Active objects provide a simple approach to message-passing concurrency, where objects running in separate threads communicate with each other via message queues instead of using shared state with explicit locking to control concurrency.

A Windows form with a main window thread and a message loop may be seen as an example of an active object.

Active objects work better in languages with lightweight threads. Because this implementation assigns a new thread to each active object, it is not efficient to create a large number of objects A more efficient Python implementation would multiplex on a small number of threads in a thread pool, instead of assigning one thread to each active object.

See "Concepts, Techniques, and Models of Computer Programming", by Peter van Roy and Seif Haridi, for an in-depth treatment of active objects, message-passing concurrency and other models used for concurrent programming.

3 comments

Mitch Chapman 19 years, 2 months ago  # | flag

Callback Race Condition? Isn't it possible for an AsyncResult to complete before a client has had a chance to addCallback?

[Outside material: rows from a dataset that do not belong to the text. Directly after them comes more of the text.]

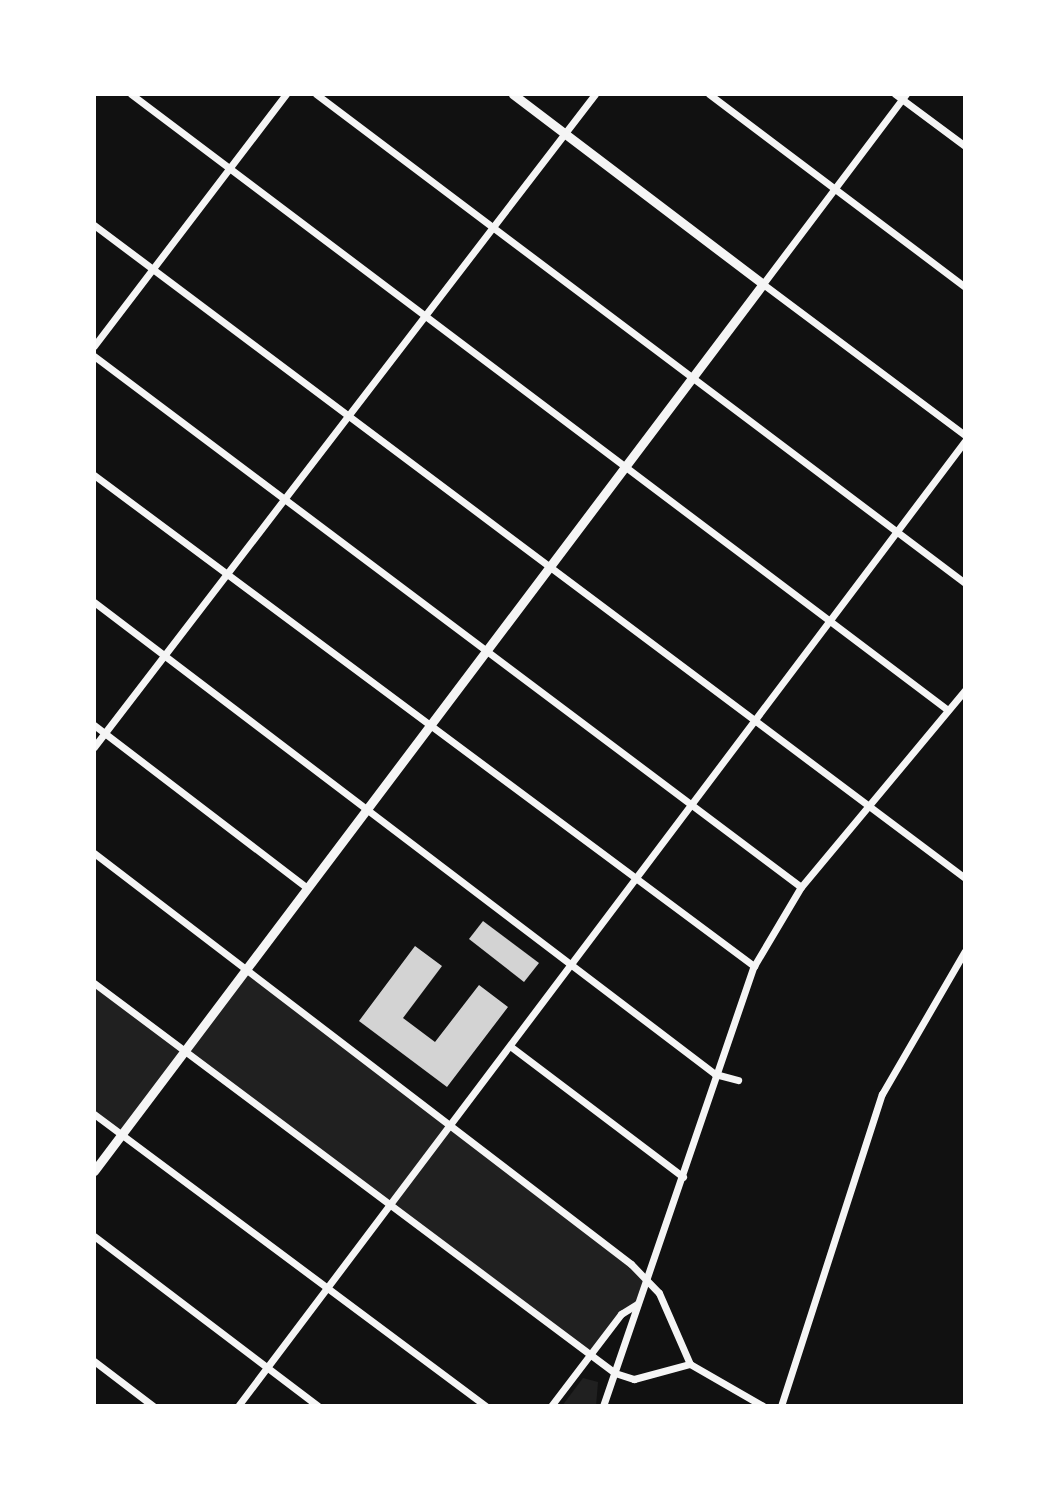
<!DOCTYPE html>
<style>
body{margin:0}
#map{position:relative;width:1059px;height:1500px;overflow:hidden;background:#111;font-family:"IBM Plex Sans",sans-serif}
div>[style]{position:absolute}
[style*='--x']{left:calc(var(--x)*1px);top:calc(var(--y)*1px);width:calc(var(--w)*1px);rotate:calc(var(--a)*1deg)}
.green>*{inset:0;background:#202020}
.building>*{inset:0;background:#d3d3d3}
.minor>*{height:7px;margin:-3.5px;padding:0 3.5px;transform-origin:3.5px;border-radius:3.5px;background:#f5f5f5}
.tertiary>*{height:9px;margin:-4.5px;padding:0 4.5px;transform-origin:4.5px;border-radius:4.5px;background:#f5f5f5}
span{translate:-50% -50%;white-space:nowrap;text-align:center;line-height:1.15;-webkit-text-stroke:8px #fff;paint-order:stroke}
.frame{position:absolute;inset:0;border:96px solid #fff;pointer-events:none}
</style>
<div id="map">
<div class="green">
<i style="clip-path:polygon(244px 966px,647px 1281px,639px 1302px,621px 1314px,590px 1354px,183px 1050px)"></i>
<i style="clip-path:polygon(94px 984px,182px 1050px,121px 1133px,94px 1113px)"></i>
<i style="clip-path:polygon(583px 1378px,598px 1382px,596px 1406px,562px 1406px)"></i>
</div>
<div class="building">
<i style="clip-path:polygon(483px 921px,539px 963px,524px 982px,469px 939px)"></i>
<i style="clip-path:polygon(415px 946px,442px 966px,403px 1018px,435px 1042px,479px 985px,508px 1007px,447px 1087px,359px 1021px)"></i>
</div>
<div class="minor">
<i style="--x:131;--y:94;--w:1023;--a:37.02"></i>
<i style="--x:316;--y:94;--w:813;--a:37"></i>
<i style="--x:709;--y:94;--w:321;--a:37"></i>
<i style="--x:895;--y:94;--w:87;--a:36.6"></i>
<i style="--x:906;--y:94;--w:238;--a:127"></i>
<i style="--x:763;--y:284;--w:252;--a:36.8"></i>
<i style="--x:94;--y:225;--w:1089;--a:36.86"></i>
<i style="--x:94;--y:346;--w:317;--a:-52.7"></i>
<i style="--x:94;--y:356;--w:884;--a:36.91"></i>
<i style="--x:94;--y:475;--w:823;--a:36.65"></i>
<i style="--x:94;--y:602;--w:780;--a:37.24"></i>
<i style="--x:715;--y:1074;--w:24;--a:15"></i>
<i style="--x:94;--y:725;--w:268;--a:37.4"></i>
<i style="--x:94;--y:747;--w:823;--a:-52.5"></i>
<i style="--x:94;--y:853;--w:676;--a:37.43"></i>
<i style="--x:631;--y:1264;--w:40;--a:46"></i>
<i style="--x:659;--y:1293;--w:77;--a:66.4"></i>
<i style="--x:690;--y:1364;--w:84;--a:29.9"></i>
<i style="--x:94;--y:983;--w:651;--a:36.82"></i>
<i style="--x:615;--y:1373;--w:20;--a:18"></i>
<i style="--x:634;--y:1379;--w:58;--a:-15"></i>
<i style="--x:510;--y:1046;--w:217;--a:37.1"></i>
<i style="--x:94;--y:1114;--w:489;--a:36.7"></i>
<i style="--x:94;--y:1236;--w:281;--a:37.2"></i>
<i style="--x:94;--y:1361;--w:74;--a:37.3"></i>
<i style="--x:238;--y:1406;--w:1208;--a:-53.01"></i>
<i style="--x:551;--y:1406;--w:116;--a:-52.7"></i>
<i style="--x:621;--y:1314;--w:19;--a:-32"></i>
<i style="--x:603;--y:1406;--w:465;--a:-71.1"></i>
<i style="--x:754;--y:966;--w:92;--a:-59.3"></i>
<i style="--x:801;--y:887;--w:256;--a:-50.2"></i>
<i style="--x:781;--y:1406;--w:328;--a:-72.1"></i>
<i style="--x:882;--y:1094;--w:165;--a:-59.9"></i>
</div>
<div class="tertiary">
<i style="--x:94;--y:1171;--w:1111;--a:-52.98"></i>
<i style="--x:763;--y:284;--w:314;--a:-142.8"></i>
</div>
<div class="frame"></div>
</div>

That aside, this recipe is clean and concise. Thanks for providing it!

Dominic Fox (author) 19 years, 2 months ago  # | flag

Race condition. I take your point. We need to synchronize calls to complete(), addCallback() and addErrback():

from threading import Thread, Event, RLock
from Queue import Queue

class AsyncResult:
    """Represents an asynchronous operation that may not have completed yet."""
    def __init__(self):
        self.completed = False
        self.failed = False
        self.__wait = Event()
        self.__callbacks = []
        self.__errbacks = []
        self.__retval = None
        self.__error = None
        self.__lock = RLock()

    def complete(self):
        self.__lock.acquire()
        self.completed = True
        self.__wait.set()
        self.__lock.release()

    def succeed(self, retval):
        self.__retval = retval
        self.complete()
        for callback in self.__callbacks:
            callback(retval)
        self.clearCallbacks()

    def fail(self, error):
        self.__error = error
        self.failed = True
        self.complete()
        for errback in self.__errbacks:
            errback(error)
        self.clearCallbacks()

    def clearCallbacks(self):
        self.__callbacks = []
        self.__errbacks = []

    def addCallback(self, callback, errback=None):
        self.__lock.acquire()
        try:
            if self.completed:
                if not self.failed:
                    callback(self.retval)
            else:
                self.__callbacks.append(callback)
            if not errback == None:
                self.addErrback(errback)
        finally:
            self.__lock.release()

    def addErrback(self, errback):
        self.__lock.acquire()
        try:
            if self.completed:
                if self.failed:
                    errback(self.error)
            else:
                self.__errbacks.append(errback)
        finally:
            self.__lock.release()

    def __getResult(self):
        self.__wait.wait()
        if not self.failed:
            return self.__retval
        else:
            raise self.__error
    result=property(__getResult)
Dominic Fox (author) 19 years, 2 months ago  # | flag

Also. Now I come to test it, the error handling is incorrect also. __processQueue should read as follows:

def __processQueue(self):
    while True:
        message = self.__queue.get()
        retval = None
        failure = None
        if message==StopIteration:
            self.stopped = True
            break
        try:
            retval = message.call()
        except Exception, e:
            failure = e
        if failure==None:
            message.result.succeed(retval)
        else:
            message.result.fail(failure)

and, also, callback(self.retval) and errback(self.error) should be callback(self.__retval) and errback(self.__error) in addCallback and addErrback.